Once the user has been created, navigate back to JupyterHub and Log in.

Nice! We can now access JupyterHub on SAP BTP.
You can use JupyterHub as you normally do on your local environment, such as creating a new Python3 script. If you require any data science libraries (such as Pandas, Numpy), remember to use pip in the command line to install them.

Conclusion

In this article, we have been introduced to SAP BTP, Kyma runtime, and its containerisation technology. The Kyma runtime allows you to expand computing resources in minutes when you need to train a machine learning model with large datasets. We have also seen how JupyterHub can be deployed quickly on SAP BTP using the Kyma runtime.

In Part II of this series, we’ll learn how to connect our Kyma runtime to a data lake storage to start analysing big data and build a machine learning model.

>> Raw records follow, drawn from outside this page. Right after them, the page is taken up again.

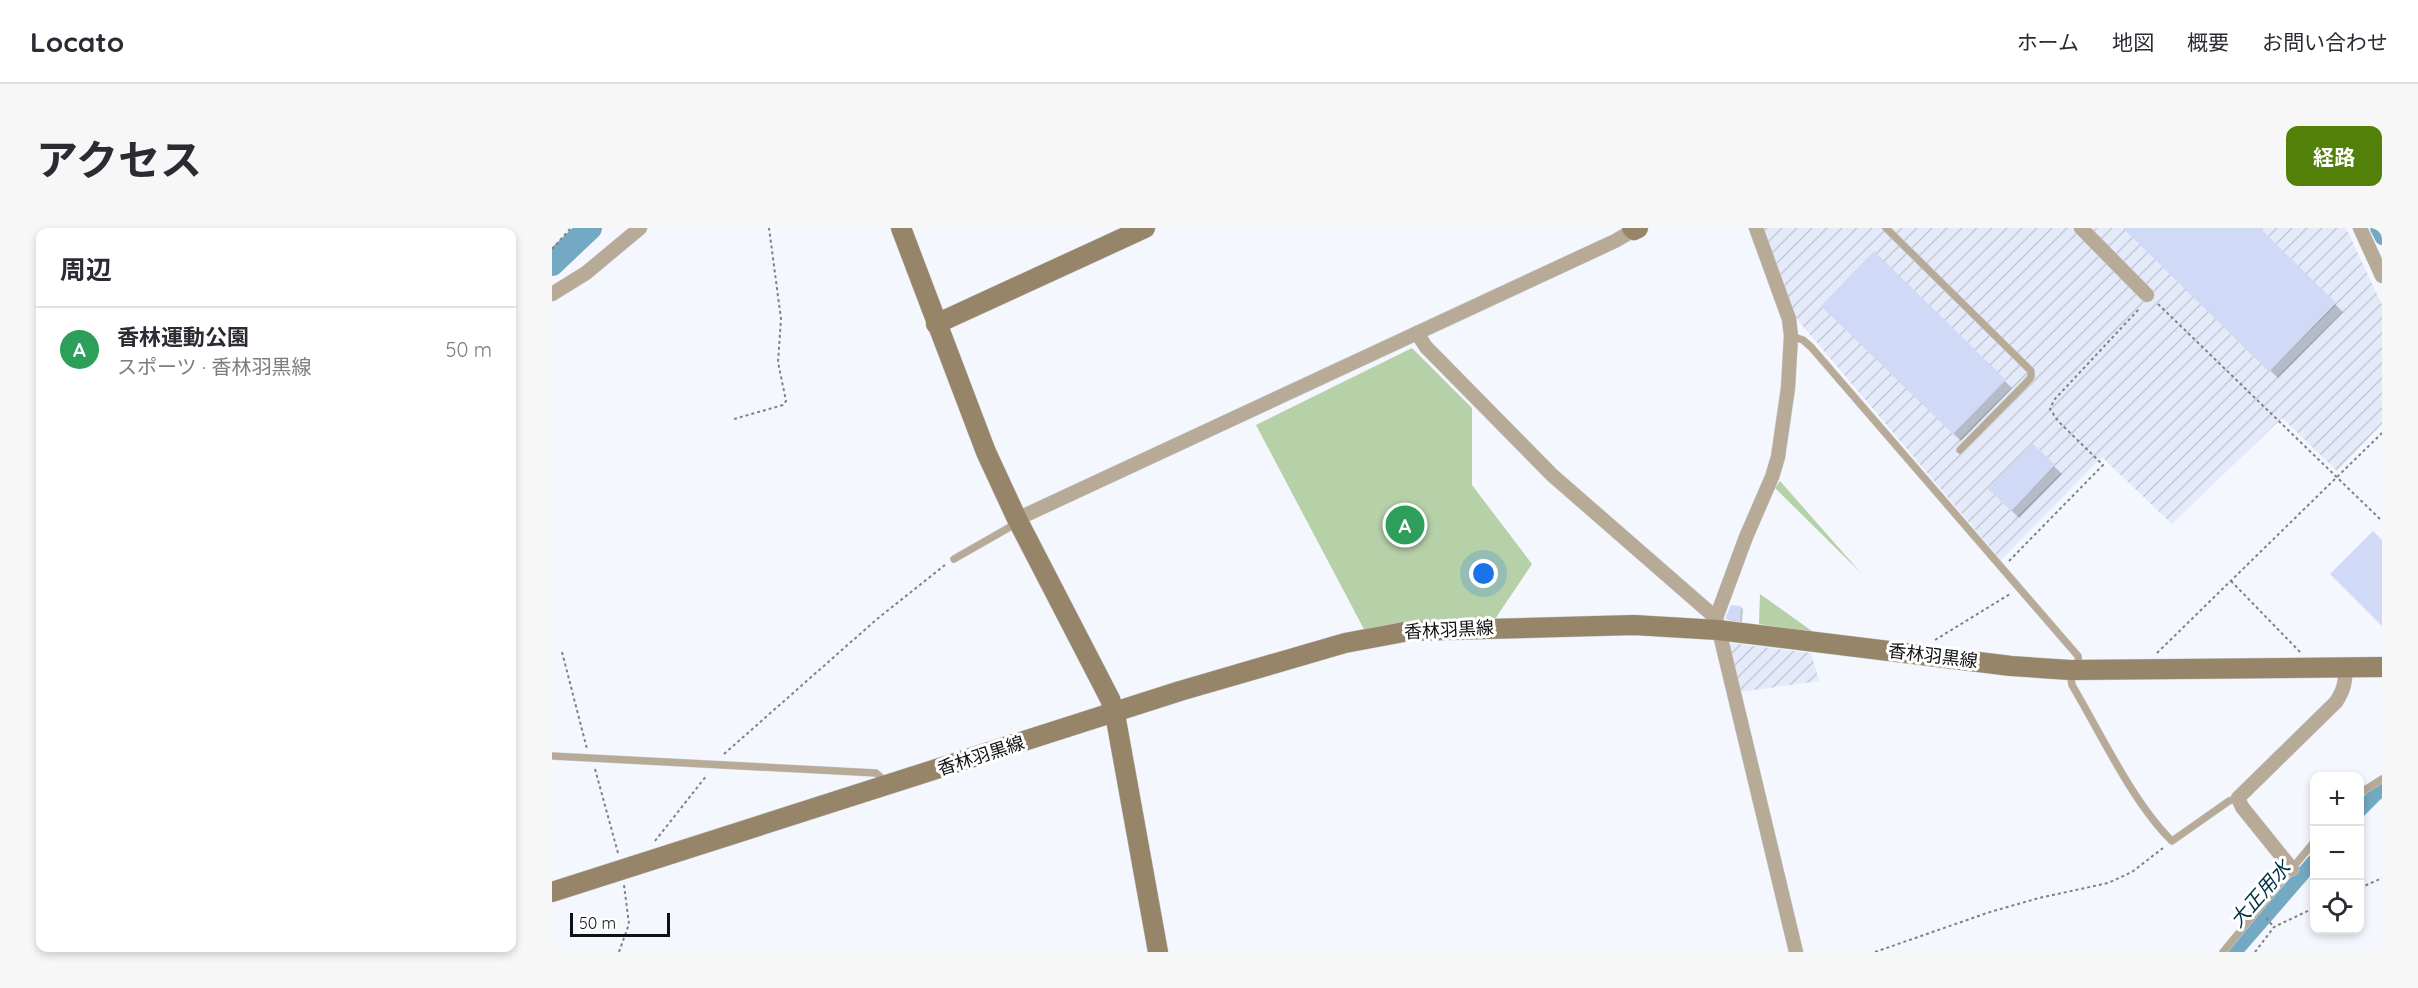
<!DOCTYPE html>
<html lang="ja">
<meta charset="utf-8">
<style>
:root{--surface:#fff;--page:#f7f7f7;--text:#2b2b33;--muted:#7c7c81;--line:#e1e1e2;--accent:#538008}
body{margin:0;font-family:Quicksand,"Noto Sans JP",sans-serif;background:var(--page);color:var(--text)}
.controls{position:absolute;right:18px;bottom:18px;display:grid;overflow:hidden;border-radius:12px;box-shadow:0 3px 9px #0003}
.controls button{width:54px;height:54px;display:grid;place-items:center;padding:0;border:0;border-bottom:2px solid var(--line);background:var(--surface);color:var(--text);font:30px sans-serif}
.scale{position:absolute;left:18px;bottom:15px;width:100px;box-sizing:border-box;padding-left:6px;border:3px solid #101113;border-top:0;font-size:16px;line-height:21px;white-space:nowrap;color:#101113;-webkit-text-stroke:4px #fff;paint-order:stroke}
.you{position:absolute;left:932px;top:346px;width:21px;height:21px;margin:-15px;border:4px solid #fff;border-radius:50%;background:#1a73e8;box-shadow:0 0 0 9px #1a73e833}
.badge{display:grid;place-items:center;width:39px;height:39px;border-radius:50%;background:var(--accent);color:#fff;font-size:20px;font-weight:700}
.pin{position:absolute;translate:-50% -50%;border:3px solid #fff;box-shadow:0 2px 6px #0006}
.list{margin:0;padding:0;list-style:none}
h2{display:flex;justify-content:space-between;align-items:center;height:78px;margin:0;padding:0 24px;font-size:26px}
h2 small{font-size:20px;font-weight:400;color:var(--muted)}
.list li{display:grid;grid-template-columns:39px 1fr auto;gap:18px;align-items:center;box-sizing:border-box;height:84px;padding:0 24px;border-top:2px solid var(--line)}
.list b{display:block;font-size:22px;white-space:nowrap}
.list p{margin:0;font-size:20px;white-space:nowrap;color:var(--muted)}
.list em{font-size:20px;font-style:normal;color:var(--muted)}
.icon{flex:none;width:33px;height:33px;fill:none;stroke:currentColor;stroke-width:2;stroke-linecap:round;stroke-linejoin:round}
.map{position:relative;flex:none;width:1830px;height:724px;overflow:hidden;border-radius:12px}
header{display:flex;align-items:center;gap:36px;box-sizing:border-box;height:84px;padding:0 30px;background:var(--surface);border-bottom:2px solid var(--line)}
header strong{font-size:28px}
nav{display:flex;gap:33px;margin-inline-start:auto;font-size:21px}
.intro{display:flex;align-items:center;justify-content:space-between;box-sizing:border-box;height:144px;padding:0 36px}
h1{margin:0;font-size:42px}
.button{padding:15px 27px;border-radius:12px;background:var(--accent);color:#fff;font-size:21px;font-weight:700}
main{display:flex;gap:36px;padding:0 36px}
aside{flex:1;background:var(--surface);border-radius:12px;box-shadow:0 3px 9px #0003}
.map>svg:first-child{display:block}
.industrial{fill:url(#industrial-furrows)}
.grass{fill:#b6d0a8}
.shadow{fill:#0003}
.lines{fill:none;stroke-linecap:round;stroke-linejoin:round}
.canal{stroke:#73a9c2;stroke-width:14}
.river{stroke:#73a9c2;stroke-width:24}
.building{fill:#d0daf7}
.lane-casing{stroke:#d0d2d8;stroke-width:8}
.street-casing{stroke:#d0d2d8;stroke-width:15}
.secondary-casing{stroke:#d0d2d8;stroke-width:21}
.path{stroke:#7f8185;stroke-width:2;stroke-dasharray:3 3;stroke-linecap:butt}
.lane{stroke:#b7aa97;stroke-width:7}
.street{stroke:#b7aa97;stroke-width:14}
.secondary{stroke:#978569;stroke-width:20}
.labels{text-anchor:middle;stroke-width:6;stroke-linejoin:round;paint-order:stroke}
.street-label{font-size:18px;fill:#101113;stroke:#fff}
.water-label{font-size:20px;font-style:italic;fill:#003041;stroke:#fff}
</style>
<header>
<strong>Locato</strong>
<nav><a>ホーム</a><a>地図</a><a>概要</a><a>お問い合わせ</a></nav>
</header>
<div class="intro"><h1>アクセス</h1><a class="button">経路</a></div>
<main>
<aside>
<h2>周辺<small></small></h2>
<ul class="list">
<li><span class="badge" style="background:#2e9e5b">A</span><div><b>香林運動公園</b><p>スポーツ · 香林羽黒線</p></div><em>50 m</em></li>
</ul>
</aside>
<div class="map">
<svg width="1830" height="724" viewBox="0 0 1830 724">
<defs>
<pattern id="industrial-furrows" width="10" height="10" patternUnits="userSpaceOnUse" patternTransform="scale(1.5)"><rect width="10" height="10" fill="#e4eafa"/><path d="M-1 1l2-2M0 10L10 0M9 11l2-2" fill="none" stroke="#c3c8d5"/></pattern>
</defs>
<rect width="100%" height="100%" fill="#f4f7fd"/>
<g class="industrial">
<polygon points="1210,0 1794,0 1830,77 1830,196 1785,243 1730,190 1620,296 1550,229 1449,332 1244,90"/>
<polygon points="1179,415 1259,425 1267,453 1188,464 1176,419"/>
</g>
<g class="grass">
<polygon points="860,120 920,180 920,257 980,336 941,394 814,405 704,197"/>
<polygon points="1228,253 1309,345 1223,260"/>
<polygon points="1208,366 1264,406 1207,396"/>
</g>
<g class="shadow">
<polygon points="1573,0 1705,0 1791,84 1726,150"/>
<polygon points="1322,26 1460,160 1409,213 1271,78"/>
<polygon points="1480,217 1510,246 1467,290 1438,261"/>
<polygon points="1188,379 1191,381 1190,394 1177,392 1175,390"/>
</g>
<g class="lines">
<g class="canal">
<polyline points="1825,0 1830,10"/>
<polyline points="1808,582 1830,560"/>
<polyline points="1683,724 1762,633"/>
</g>
<polyline class="river" points="0,36 38,0"/>
</g>
<g class="building">
<polygon points="1571,0 1708,0 1784,75 1717,144"/>
<polygon points="1322,23 1454,152 1401,206 1269,78"/>
<polygon points="1480,215 1503,237 1459,283 1436,261"/>
<polygon points="1821,303 1830,312 1830,398 1778,346"/>
<polygon points="1179,377 1189,378 1188,393 1173,391"/>
</g>
<g class="lines">
<g class="lane-casing">
<g id="lane">
<polyline points="1334,0 1479,143 1479,149 1474,155 1408,222"/>
<polyline points="1239,108 1251,112 1259,119 1526,428 1528,441"/>
<polyline points="402,331 465,295"/>
<path d="M1518,444l2,13c29,49 61,118 100,156l57,-40 9,-3"/>
<polyline points="0,528 324,545 335,555"/>
<polyline points="1808,565 1830,551"/>
<polyline points="1671,724 1762,614"/>
</g>
</g>
<g class="street-casing">
<g id="street">
<polyline points="1204,0 1237,91 1239,108 1236,160 1226,229 1220,249 1194,309 1164,390 1244,724"/>
<polyline points="1529,0 1595,67"/>
<polyline points="1808,0 1830,48"/>
<polyline points="0,66 34,45 88,0"/>
<polyline points="865,105 874,119 1000,247 1164,390"/>
<polyline points="465,291 1063,13 1082,2"/>
<path d="M1740,641l-50,-62 -4,-9 98,-96c8,-12 10,-21 9,-35"/>
</g>
</g>
<g class="secondary-casing">
<g id="secondary">
<polyline points="349,0 434,224 465,291 558,471 563,486 606,724"/>
<polyline points="1080,0 1082,2 1086,0"/>
<polyline points="384,96 593,0"/>
<polyline points="0,664 628,463 793,415 857,403 1082,397 1166,402 1459,438 1518,442 1830,439"/>
</g>
</g>
<g class="path">
<polyline points="0,21 19,0"/>
<polyline points="1606,76 1830,293"/>
<polyline points="182,191 231,177 234,173 226,134 229,91 217,0"/>
<polyline points="1457,333 1551,237 1506,193 1498,181 1502,172 1588,80"/>
<polyline points="1679,353 1748,424"/>
<polyline points="1383,412 1458,366"/>
<polyline points="10,424 35,521"/>
<polyline points="1605,425 1830,205"/>
<polyline points="172,526 325,391 393,337"/>
<polyline points="43,541 66,625"/>
<polyline points="103,613 155,547"/>
<polyline points="1808,660 1830,650"/>
<polyline points="1714,690 1722,699"/>
<polyline points="67,724 77,696 72,657"/>
<polyline points="1323,724 1438,684 1487,670 1556,655 1580,644 1611,620"/>
<polyline points="1703,724 1722,699 1762,680"/>
</g>
<use href="#lane" class="lane"/>
<use href="#street" class="street"/>
<use href="#secondary" class="secondary"/>
</g>
<g class="labels">
<g class="street-label">
<text transform="translate(897 402) rotate(-3)" y="6">香林羽黒線</text>
<text transform="translate(1381 428) rotate(7)" y="6">香林羽黒線</text>
<text transform="translate(429 528) rotate(-18)" y="6">香林羽黒線</text>
</g>
<g class="water-label">
<text transform="translate(1708 666) rotate(-49)" y="7">大正用水</text>
</g>
</g>
</svg>
<div class="controls">
<button>+</button>
<button>−</button>
<button><svg class="icon" aria-label="locate" viewBox="0 0 24 24"><circle cx="12" cy="12" r="6"/><path d="M12 2v4M12 18v4M2 12h4M18 12h4"/></svg></button>
</div>
<div class="scale">50 m</div>
<div class="you"></div>
<div class="pin badge" style="left:853px;top:297px;background:#2e9e5b">A</div>
</div>
</main>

Thank you for reading the first article in this series! Please try the steps for yourselves and leave a comment to share your experience, thoughts, or ask any questions. The resources I used during this project are provided below.

References and Further Reading:

Manage your First Container using Kubernetes in SAP Cloud Platform, Kyma Runtime : https://blogs.sap.com/2021/01/07/manage-your-first-container-using-kubernetes-in-sap-cloud-platform-...
Selecting a Docker Image:
https://jupyter-docker-stacks.readthedocs.io/en/latest/using/selecting.html
How to Run Jupyter Notebook on Docker:
https://towardsdatascience.com/how-to-run-jupyter-notebook-on-docker-7c9748ed209f

former_member194460 · ‎06-03-2021

Hi Raj, I really appreciate your work!

There is a problem, so far I try to upload the yaml file. Do you have any idea what the reason could be?

Error: Could not deploy resources Error: GraphQL error "Resource already exists"

Thanks a lot!

former_member746019 · ‎06-10-2021

Hi Dirk, thank you for your question.

Have you tried creating a new namespace and then deploying the .yaml? I was able to replicate this error by deploying my .yaml in the same namespace. You could also try deleting any current deployments in your namespace if they have the same name.

Please let me know if either option works, or if the error persists.

All the best,

Raj

former_member194460 · ‎06-10-2021

Hi Raj,

thanks for your help. I removed more times the namespace and created it again. After that I used a new different namespace and adjusted the yaml file, but the issue did still exist. I didn't get it solved.

So I switched to the CLI and it worked for me.

kubectl create namespace jupyterhub
kubectl apply -f app.yaml

After creating the pod by kubectl command I could create the API Rule and access to JupyterHub. Now I'll continue the K8s journey... 🙂 Thanks!

former_member194460 · ‎06-10-2021

In the end I could follow all your steps! 🙂 As I said already, I really appreciate it. It helped me a lot to get a better picture of the whole different puzzle pieces! Thank you so much!